Start of Supplied information

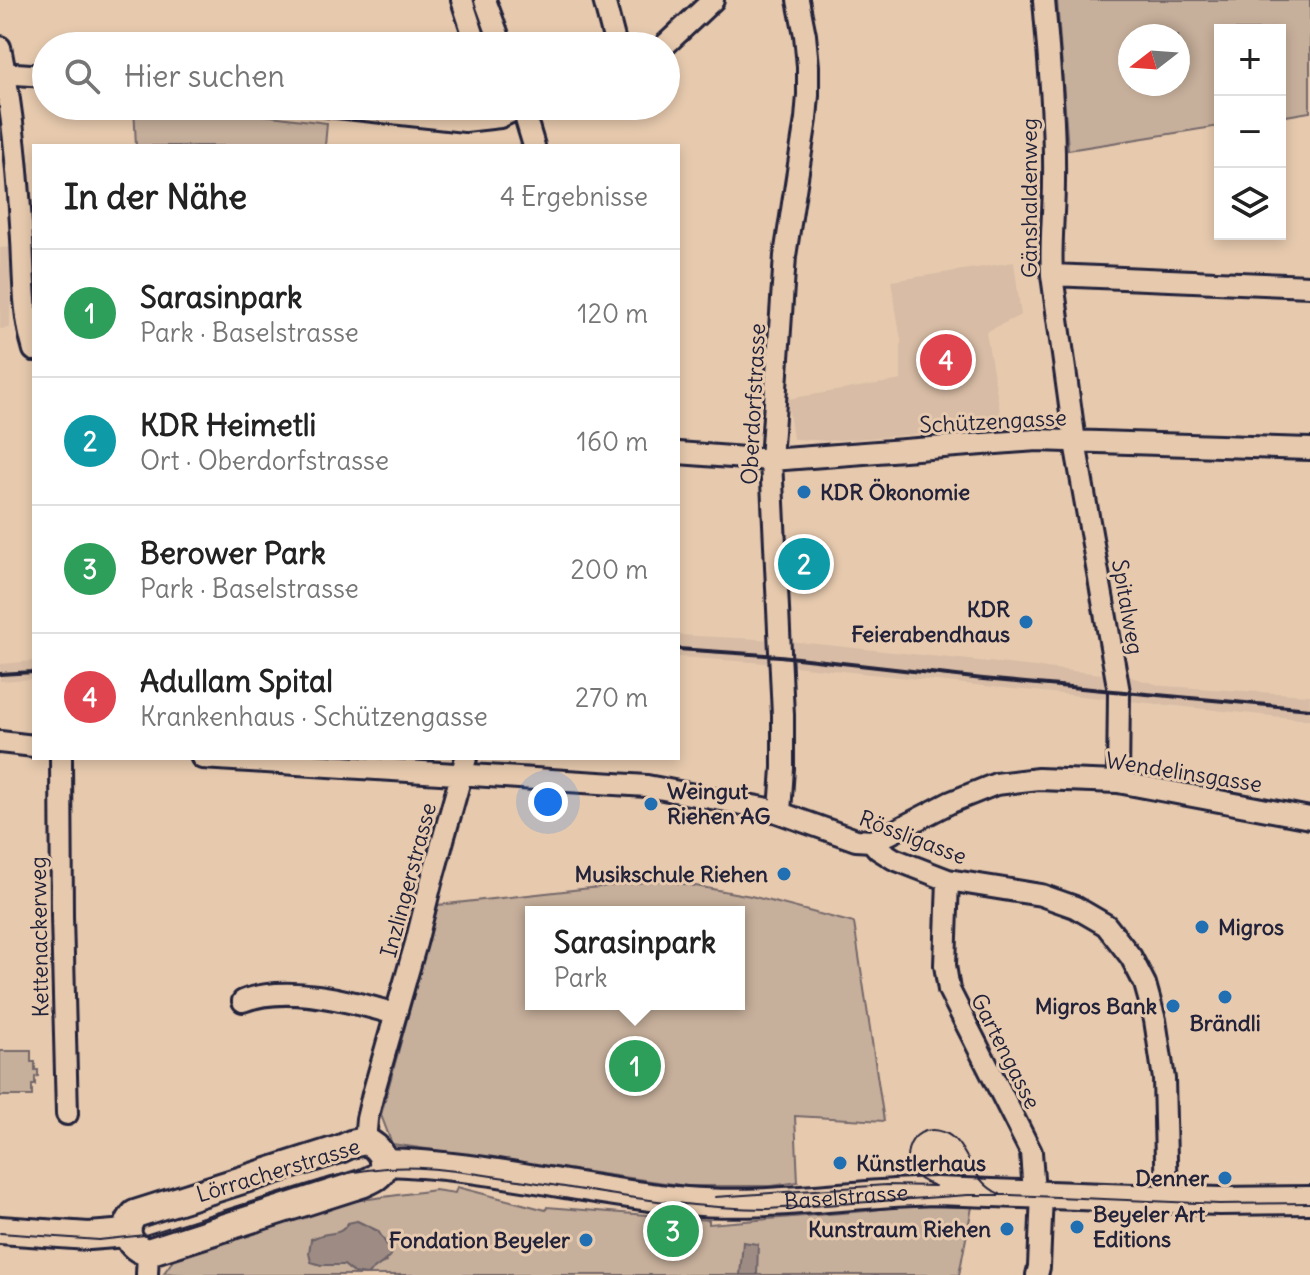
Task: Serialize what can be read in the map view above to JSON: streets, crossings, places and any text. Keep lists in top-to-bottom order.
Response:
{
  "streets": {
    "main road": ["Lörracherstrasse", "Baselstrasse"],
    "street": [
      "Gänshaldenweg",
      "Oberdorfstrasse",
      "Schützengasse",
      "Spitalweg",
      "Wendelinsgasse",
      "Rössligasse",
      "Inzlingerstrasse",
      "Kettenackerweg",
      "Gartengasse"
    ]
  },
  "crossings": [
    ["Gänshaldenweg", "Schützengasse"],
    ["Gänshaldenweg", "Spitalweg"],
    ["Oberdorfstrasse", "Schützengasse"],
    ["Oberdorfstrasse", "Rössligasse"],
    ["Schützengasse", "Spitalweg"],
    ["Spitalweg", "Wendelinsgasse"],
    ["Wendelinsgasse", "Rössligasse"],
    ["Rössligasse", "Inzlingerstrasse"],
    ["Rössligasse", "Gartengasse"],
    ["Rössligasse", "Baselstrasse"],
    ["Inzlingerstrasse", "Lörracherstrasse"],
    ["Gartengasse", "Baselstrasse"],
    ["Lörracherstrasse", "Baselstrasse"]
  ],
  "places": [
    "KDR Ökonomie",
    "KDR Feierabendhaus",
    "Weingut Riehen AG",
    "Musikschule Riehen",
    "Migros",
    "Brändli",
    "Migros Bank",
    "Künstlerhaus",
    "Denner",
    "Beyeler Art Editions",
    "Kunstraum Riehen",
    "Fondation Beyeler"
  ],
  "north": "left",
  "page": {
    "map_buttons": ["+", "−"],
    "search": "Hier suchen",
    "heading": ["In der Nähe", "4 Ergebnisse"],
    "list": [
      {
        "mark": "1",
        "name": "Sarasinpark",
        "note": "Park · Baselstrasse",
        "value": "120 m"
      },
      {
        "mark": "2",
        "name": "KDR Heimetli",
        "note": "Ort · Oberdorfstrasse",
        "value": "160 m"
      },
      {
        "mark": "3",
        "name": "Berower Park",
        "note": "Park · Baselstrasse",
        "value": "200 m"
      },
      {
        "mark": "4",
        "name": "Adullam Spital",
        "note": "Krankenhaus · Schützengasse",
        "value": "270 m"
      }
    ],
    "pins": [
      "4",
      "2",
      "1",
      "3"
    ],
    "popup": ["Sarasinpark", "Park"]
  }
}
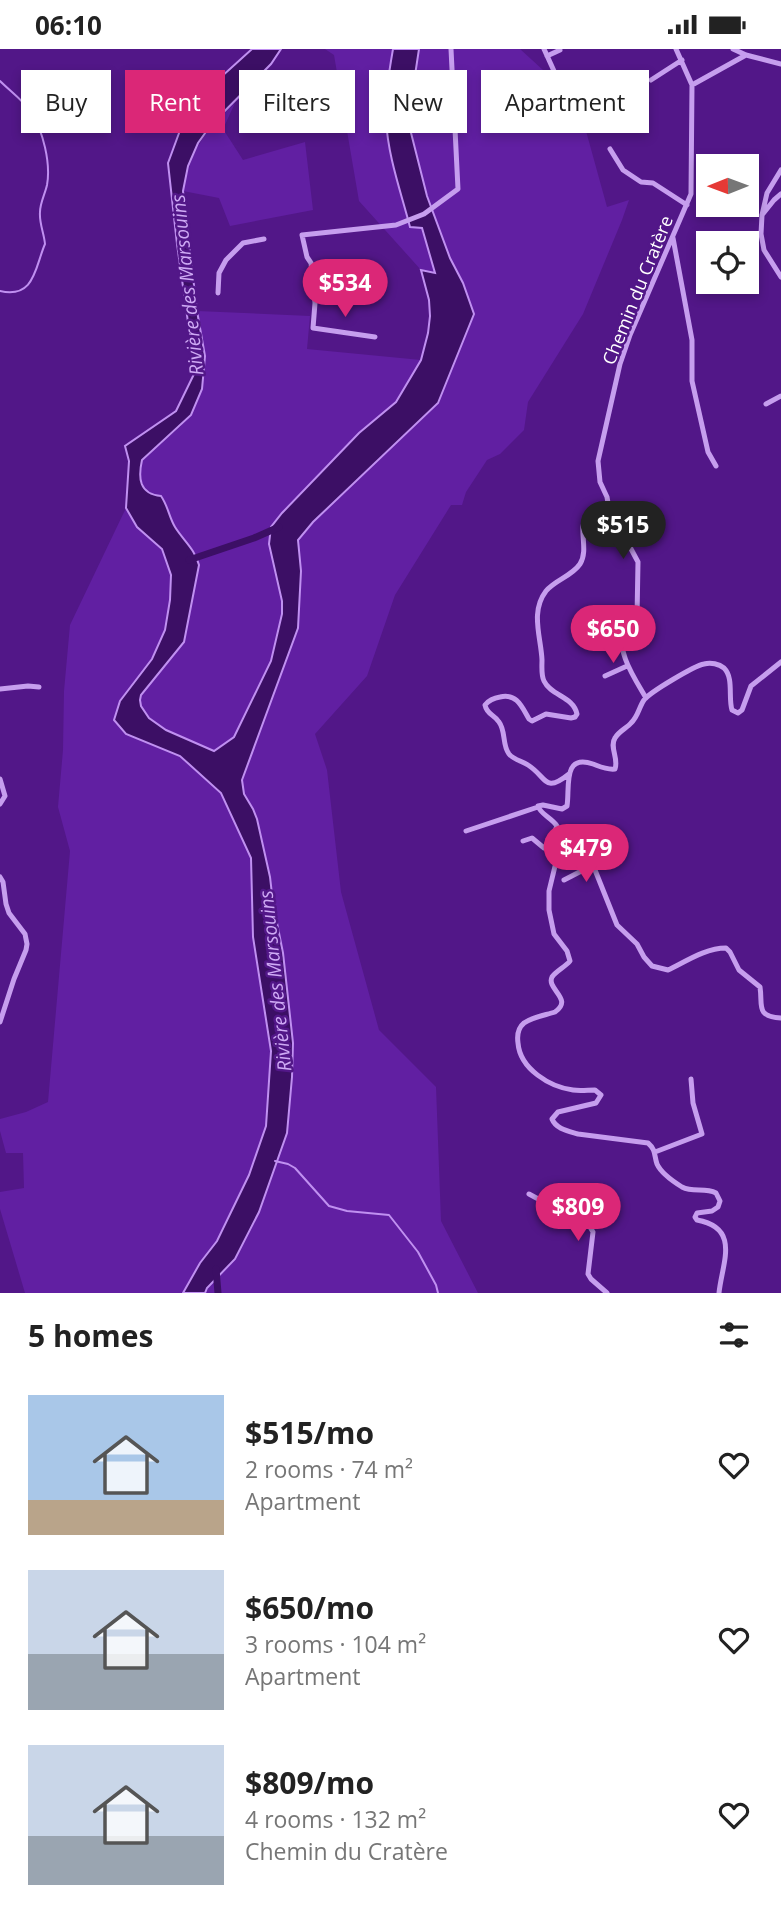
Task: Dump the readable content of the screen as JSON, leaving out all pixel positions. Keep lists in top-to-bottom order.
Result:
{
  "streets": {
    "street": ["Chemin du Cratère"]
  },
  "water": ["Rivière des Marsouins"],
  "north": "left",
  "page": {
    "status": "06:10",
    "chip": [
      "Buy",
      "Rent",
      "Filters",
      "New",
      "Apartment"
    ],
    "price": [
      "$534",
      "$515",
      "$650",
      "$479",
      "$809"
    ],
    "heading": "5 homes",
    "list": [
      {
        "name": "$515/mo",
        "note": "2 rooms · 74 m² · Apartment"
      },
      {
        "name": "$650/mo",
        "note": "3 rooms · 104 m² · Apartment"
      },
      {
        "name": "$809/mo",
        "note": "4 rooms · 132 m² · Chemin du Cratère"
      }
    ]
  }
}
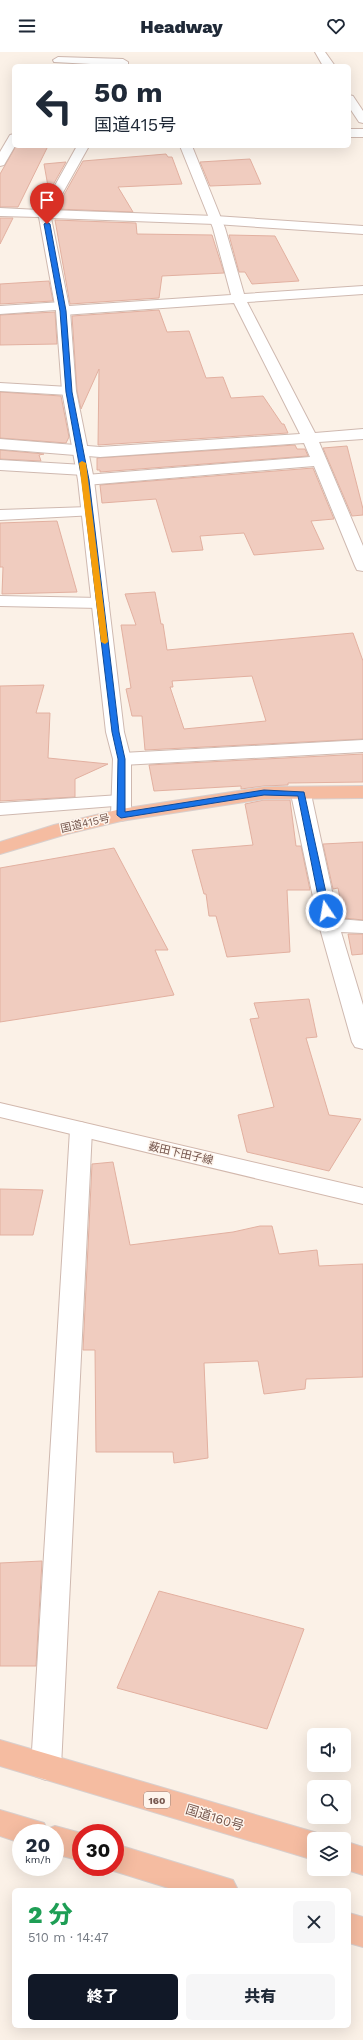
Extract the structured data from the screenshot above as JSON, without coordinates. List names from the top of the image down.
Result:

End of Supplied information

## Exercise brief:
Your answer should consist of each line above in which "lists" appears.

## Exercise output:
Task: Serialize what can be read in the map view above to JSON: streets, crossings, places and any text. Keep lists in top-to-bottom order.
Task: Dump the readable content of the screen as JSON, leaving out all pixel positions. Keep lists in top-to-bottom order.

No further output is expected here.